KUKA Digital Domains

Durch die Zusammenführung der notwendigen Kompetenzen aus der digitalen und der faktischen Welt des Maschinen- und Anlagenbaus prägt KUKA das Thema Industrie 4.0 an zentraler Stelle.

Die smarte Transformation in die digitale Welt

Neben der Rolle als proaktiver Treiber von hersteller- und industrieübergreifenden Standards engagiert sich KUKA vor allem bei der Schaffung der notwendigen Plattformen, als Verbindung zwischen der realen Produktion und den entsprechenden digitalen Strukturen. Damit kreieren wir die Voraussetzungen für eine offene und übergreifende Architektur.
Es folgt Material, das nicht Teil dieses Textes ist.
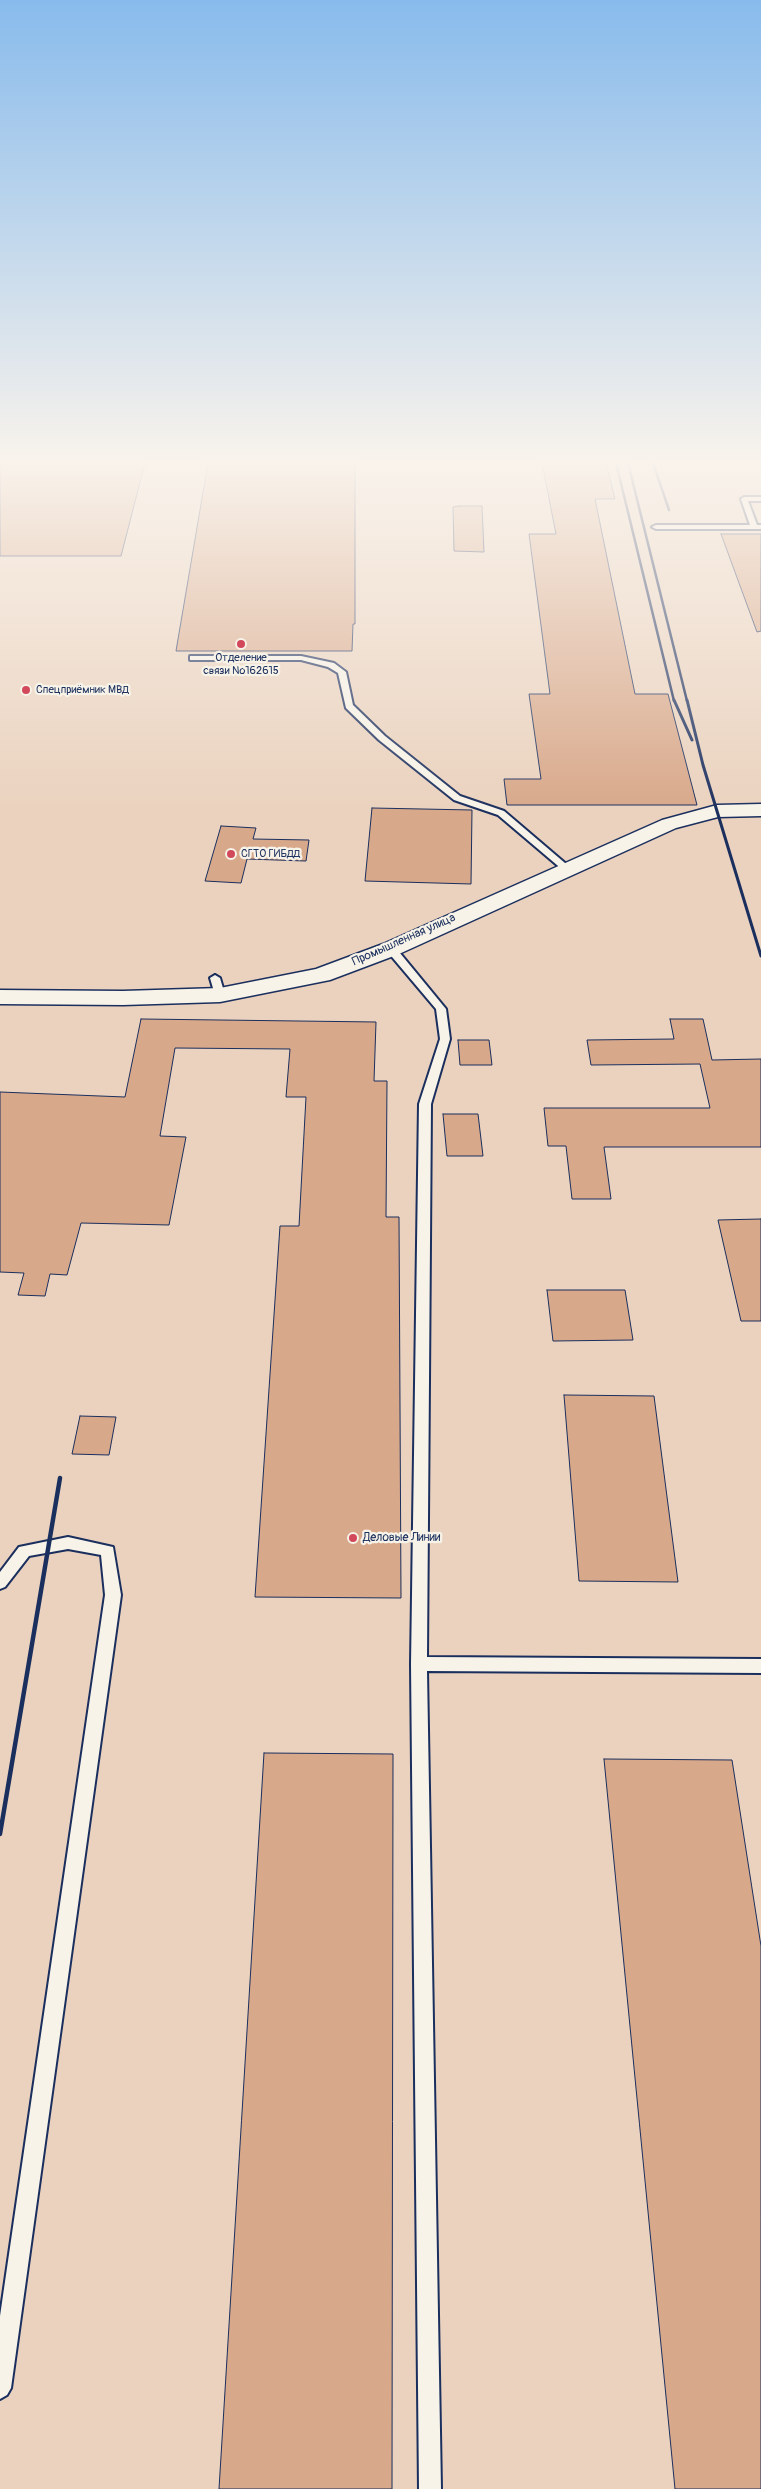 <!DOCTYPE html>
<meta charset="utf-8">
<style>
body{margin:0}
canvas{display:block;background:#f1e4d5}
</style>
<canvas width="761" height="2489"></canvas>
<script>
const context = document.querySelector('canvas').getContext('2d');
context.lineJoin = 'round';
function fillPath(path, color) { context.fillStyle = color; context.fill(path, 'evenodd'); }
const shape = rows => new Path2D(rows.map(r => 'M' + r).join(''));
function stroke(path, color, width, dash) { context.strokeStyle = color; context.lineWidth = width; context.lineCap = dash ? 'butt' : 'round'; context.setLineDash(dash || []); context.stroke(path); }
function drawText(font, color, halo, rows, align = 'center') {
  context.font = font + ' Pangolin,sans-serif'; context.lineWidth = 4.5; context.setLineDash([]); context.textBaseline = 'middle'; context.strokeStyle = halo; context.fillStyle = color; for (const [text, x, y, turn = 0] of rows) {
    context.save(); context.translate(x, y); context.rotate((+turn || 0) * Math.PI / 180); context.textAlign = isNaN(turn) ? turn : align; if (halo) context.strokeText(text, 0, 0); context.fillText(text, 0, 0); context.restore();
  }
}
fillPath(shape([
 [0,463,761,463,761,2489,0,2489]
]), '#ead2be');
const building = shape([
 [0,463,145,463,121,556,0,556,0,463],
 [208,463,355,463,355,624,353,624,352,651,176,651,208,463],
 [542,463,606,463,615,499,595,499,635,694,668,694,697,805,507,805,504,779,541,779,529,694,550,694,529,534,556,534,542,463],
 [459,506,482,506,484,552,454,551,453,507,459,506],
 [721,534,761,534,761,631,757,632,721,534],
 [372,808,472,810,471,884,365,881,372,808],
 [221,826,256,828,253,839,309,840,306,861,247,859,241,883,205,881,221,826],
 [141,1019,376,1022,374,1081,387,1081,386,1217,399,1217,401,1598,255,1597,280,1226,299,1226,306,1097,286,1097,290,1049,175,1048,160,1136,186,1137,169,1225,81,1223,67,1275,50,1274,45,1296,18,1295,24,1273,0,1272,0,1092,125,1097,141,1019],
 [670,1019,703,1019,712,1060,761,1059,761,1147,604,1147,611,1199,572,1199,566,1146,548,1146,544,1108,710,1108,700,1064,591,1065,587,1040,674,1039,670,1019],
 [458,1040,489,1040,492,1065,460,1065,458,1040],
 [443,1114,478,1114,483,1156,447,1156,443,1114],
 [761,1219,761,1321,741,1321,718,1220,761,1219],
 [547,1290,625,1290,633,1340,553,1341,547,1290],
 [564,1395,654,1396,678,1582,579,1581,564,1395],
 [80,1416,116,1417,109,1455,72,1454,80,1416],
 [264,1753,393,1754,392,2489,219,2489,264,1753],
 [604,1759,732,1760,761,1946,761,2489,675,2489,604,1759]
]);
fillPath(building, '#d8a88a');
stroke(building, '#1b2f5e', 1);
const lane = shape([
 [744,497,761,497,761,501,748,501,757,525,761,525,761,529,656,529,652,527,656,525,750,525,741,499,744,497],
 [190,656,301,656,334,663,346,672,353,705,385,736,460,796,504,811,572,869,570,871,564,871,498,815,454,800,379,740,346,708,338,673,328,667,301,660,190,660,190,656],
 [391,946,395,947,446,1009,450,1039,431,1104,427,1657,761,1659,761,1673,427,1671,441,2489,419,2489,411,1664,419,1104,440,1039,436,1009,387,951,386,949,391,946],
 [215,975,220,978,225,995,224,997,220,998,215,995,210,978,215,975],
 [68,1537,113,1547,121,1595,11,2388,7,2395,0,2399,0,2316,105,1595,101,1555,68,1549,29,1556,5,1587,0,1589,0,1572,19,1547,68,1537]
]);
const secondary = shape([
 [761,804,761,816,718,817,676,828,399,954,330,980,220,1002,123,1005,0,1004,0,990,123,991,220,988,316,969,383,944,662,820,717,805,761,804]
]);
stroke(lane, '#1b2f5e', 4);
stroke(secondary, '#1b2f5e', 3);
fillPath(lane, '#f7f3e8');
fillPath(secondary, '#f7f3e8');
stroke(shape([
 [616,463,674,701],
 [628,463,687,701],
 [653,463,669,510]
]), '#1b2f5e', 2.5);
stroke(shape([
 [674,700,692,740],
 [687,700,703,765,761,956]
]), '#1b2f5e', 3);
stroke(shape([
 [0,1834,60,1478]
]), '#1b2f5e', 4.5);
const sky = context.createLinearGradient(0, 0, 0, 811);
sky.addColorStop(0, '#88bbec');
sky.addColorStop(0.57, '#f9f3ec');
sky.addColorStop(1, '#f9f3ec00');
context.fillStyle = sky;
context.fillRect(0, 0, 761, 811);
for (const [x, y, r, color] of [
 [241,644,5,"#d1495b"],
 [26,690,5,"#d1495b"],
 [231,854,5,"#d1495b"],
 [353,1538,5,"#d1495b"]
]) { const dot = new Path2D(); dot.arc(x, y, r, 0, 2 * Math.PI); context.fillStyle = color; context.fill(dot); stroke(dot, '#f7f3e8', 2); }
drawText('11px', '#1b2f5e', '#f7f3e8', [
 ["Отделение",241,658,"center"],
 ["связи №162615",241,671,"center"],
 ["Спецприёмник МВД",36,690],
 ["СГТО ГИБДД",241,854]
], 'left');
drawText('12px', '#1b2f5e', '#f7f3e8', [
 ["Промышленная улица",404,940,-24]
]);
drawText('12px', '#1b2f5e', '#f7f3e8', [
 ["Деловые Линии",363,1538]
], 'left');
</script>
Eine Struktur, die Benutzern überall, zu jeder Zeit und über jedes Endgerät Zugang zu den Daten der kundeneigenen Produktion gibt. Dies ermöglicht, Komponenten und Prozesse mit nahezu unbegrenzter Rechenleistung zu analysieren, zu administrieren und gegebenenfalls auch neu zu konfigurieren. Eine Plattform, die es zulässt, ganz neue Märkte und Regionen über das Internet zu erreichen und Knowhow zu skalieren.
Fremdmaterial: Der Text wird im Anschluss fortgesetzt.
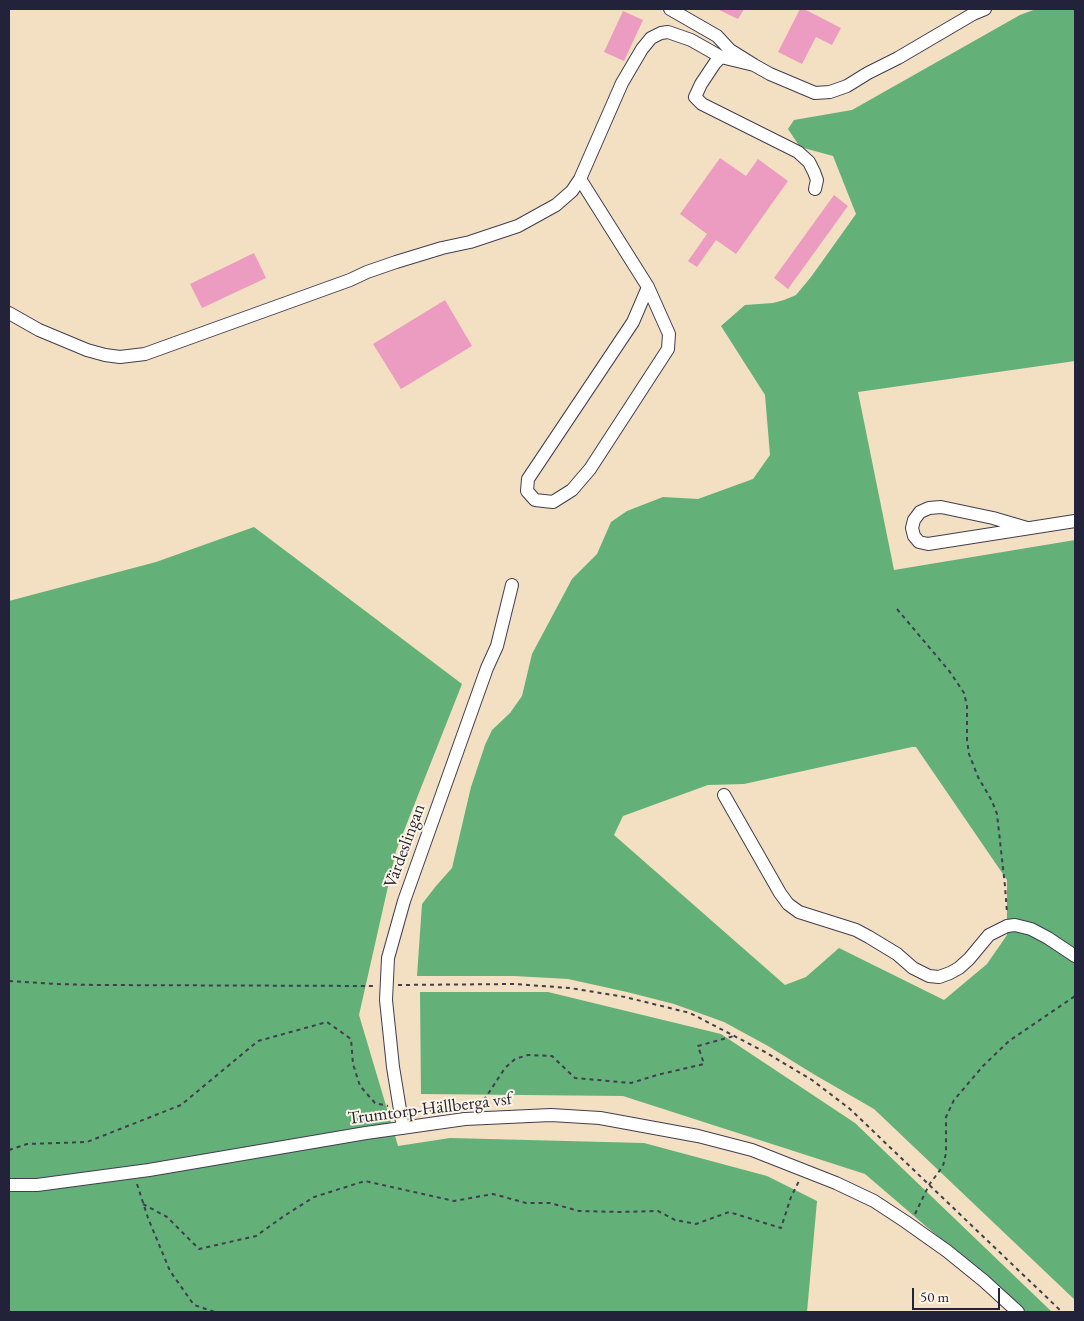 <!DOCTYPE html>
<meta charset="utf-8">
<style>
body{margin:0}
#map{position:relative;width:1084px;height:1321px;overflow:hidden;background:#f3dfc2;font-family:"EB Garamond",serif}
canvas{display:block}
.frame{position:absolute;inset:0;border:10px solid #22223b;pointer-events:none}
.scale{position:absolute;left:912px;top:1288px;width:88px;height:22px;box-sizing:border-box;border:2px solid #22223b;border-top:0;padding-left:6px;font-size:15px;line-height:18px;white-space:nowrap;color:#22223b;-webkit-text-stroke:4px #fcf5e5;paint-order:stroke}
</style>
<div id="map">
<canvas width="1084" height="1321"></canvas>
<div class="frame"></div>
<div class="scale">50 m</div>
</div>
<script>
const ctx = document.querySelector('canvas').getContext('2d');
ctx.lineJoin = 'round';
function paint(path, color) { ctx.fillStyle = color; ctx.fill(path, 'evenodd'); }
const toPath = rows => new Path2D(rows.map(r => 'M' + r).join(''));
function trace(path, color, width, dash) { ctx.strokeStyle = color; ctx.lineWidth = width; ctx.lineCap = dash ? 'butt' : 'round'; ctx.setLineDash(dash || []); ctx.stroke(path); }
function drawText(font, color, halo, rows, align = 'center') {
  ctx.font = font + ' "EB Garamond",serif'; ctx.lineWidth = 4; ctx.setLineDash([]); ctx.textBaseline = 'middle'; ctx.strokeStyle = halo; ctx.fillStyle = color; for (const [text, x, y, turn = 0] of rows) {
    ctx.save(); ctx.translate(x, y); ctx.rotate((+turn || 0) * Math.PI / 180); ctx.textAlign = isNaN(turn) ? turn : align; if (halo) ctx.strokeText(text, 0, 0); ctx.fillText(text, 0, 0); ctx.restore();
  }
}
paint(toPath([
 [1036,9,1075,9,1075,361,858,392,894,570,1075,540,1075,1300,874,1109,815,1075,768,1046,724,1022,674,1004,627,992,568,979,514,976,417,976,422,904,436,886,452,868,471,787,485,745,492,730,510,713,522,696,532,654,572,579,597,554,611,522,627,511,663,497,698,499,753,479,770,455,765,395,721,326,745,305,773,303,784,300,796,295,811,277,856,214,833,156,800,147,788,129,794,120,852,110,1020,15],
 [912,747,916,747,1007,880,1007,935,987,964,944,1000,839,948,806,977,785,985,614,835,623,816,708,785,744,784],
 [254,527,462,684,396,851,359,1015,398,1146,450,1138,644,1143,767,1176,817,1201,807,1312,9,1312,9,601,156,562],
 [420,992,548,992,721,1034,855,1123,1052,1312,1026,1312,865,1174,623,1096,421,1094]
]), '#63b079');
paint(toPath([
 [717,9,744,9,738,19],
 [800,9,804,9,841,28,832,45,816,37,802,64,778,52],
 [623,11,643,20,624,61,604,52],
 [720,158,746,176,758,159,788,181,736,254,716,240,697,267,688,261,707,234,680,214],
 [834,195,848,206,788,289,774,278],
 [254,253,266,278,202,308,190,284],
 [445,300,472,346,401,389,373,344]
]), '#ed9cc1');
const minor = toPath([
 [670,9,717,36,730,50,754,65,770,74,815,93,830,92,847,86,868,73,898,58,973,14,985,9],
 [721,57,715,63,701,84,695,97,702,104,798,152,809,162,814,172,817,180,815,189],
 [580,179,648,287,669,334,668,349,590,469,572,490,553,502,535,500,527,491,528,479,633,322,648,287],
 [9,313,39,330,87,350,105,355,120,357,145,354,350,280,367,272,396,262,442,248,470,242,518,226,556,205,572,191,580,179,622,83,642,49,651,38,661,33,668,32,691,40,721,57,754,65],
 [1027,528,993,518,941,507,929,508,920,512,914,520,912,528,914,536,919,542,928,544,1075,521],
 [724,795,780,893,788,904,799,912,856,930,869,937,897,954,913,968,929,976,939,977,950,973,959,968,969,959,989,935,1007,926,1015,925,1031,929,1048,938,1075,956],
 [403,1128,393,1067,386,1000,388,958,404,901,487,668,497,646,512,585],
 [9,1185,37,1185,149,1170,366,1133,465,1119,551,1115,600,1118,698,1136,752,1150,836,1183,874,1201,906,1222,947,1251,984,1281,1018,1312]
]);
trace(minor, '#413e4f', 14);
trace(toPath([
 [897,609,950,672,964,693,967,706,967,740,969,754,978,777,992,801,997,814,1005,886,1007,913],
 [9,981,55,984,96,985,374,986],
 [398,985,514,984,570,988,625,997,690,1013,765,1052,812,1080,850,1109,1062,1312],
 [422,1112,482,1103,505,1068,515,1059,528,1055,552,1056,575,1078,631,1083,657,1075,704,1064,698,1046,734,1036],
 [9,1150,27,1144,87,1142,181,1105,258,1041,327,1022,351,1039,353,1064,360,1086,375,1103,388,1106],
 [137,1184,148,1218,170,1271,194,1305,215,1312],
 [143,1204,167,1217,199,1249,256,1236,284,1216,314,1197,365,1181,454,1201,493,1194,526,1203,550,1203,579,1211,620,1212,658,1211,675,1220,696,1224,729,1212,781,1228,791,1197,799,1181],
 [915,1214,929,1185,943,1166,946,1153,946,1117,954,1100,983,1066,1009,1041,1075,996]
]), '#413e4f', 2, [4, 4]);
trace(minor, '#fff', 12);
drawText('18px', '#22223b', '#fcf5e5', [
 ["Värdeslingan",405,846,-70],
 ["Trumtorp-Hällberga vsf",430,1109,-7]
]);
</script>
Technisches Konzept von KUKA Digital Domains

Shopfloor / Edge

Als First Mover hat KUKA für die Smart Factory von morgen offene, interoperable und modulare Architektur-Layer und Plattformen entwickelt, die eine effiziente Verschmelzung der klassischen Automationstechnik mit den Cloud-Technologien garantieren. Demnach beginnt jeder Datentransfer zunächst mit einer Komponente oder einem Prozess in der Produktion, deren Steuerung und Sensorik über bestimmte Protokolle und Bussysteme mit deren Peripherie kommunizieren. Die Edge stellt dabei die Kommunikationsschnittstelle zwischen dem Zellen-Netz (Operation Technoloy, OT) und dem übergeordneten IT-Netzwerk (Information Technology) her. Die Daten können in der lokalen Edge-Hardware bereits konsolidiert, komprimiert und verschlüsselt werden, bevor sie an die Cloud weitergegeben werden.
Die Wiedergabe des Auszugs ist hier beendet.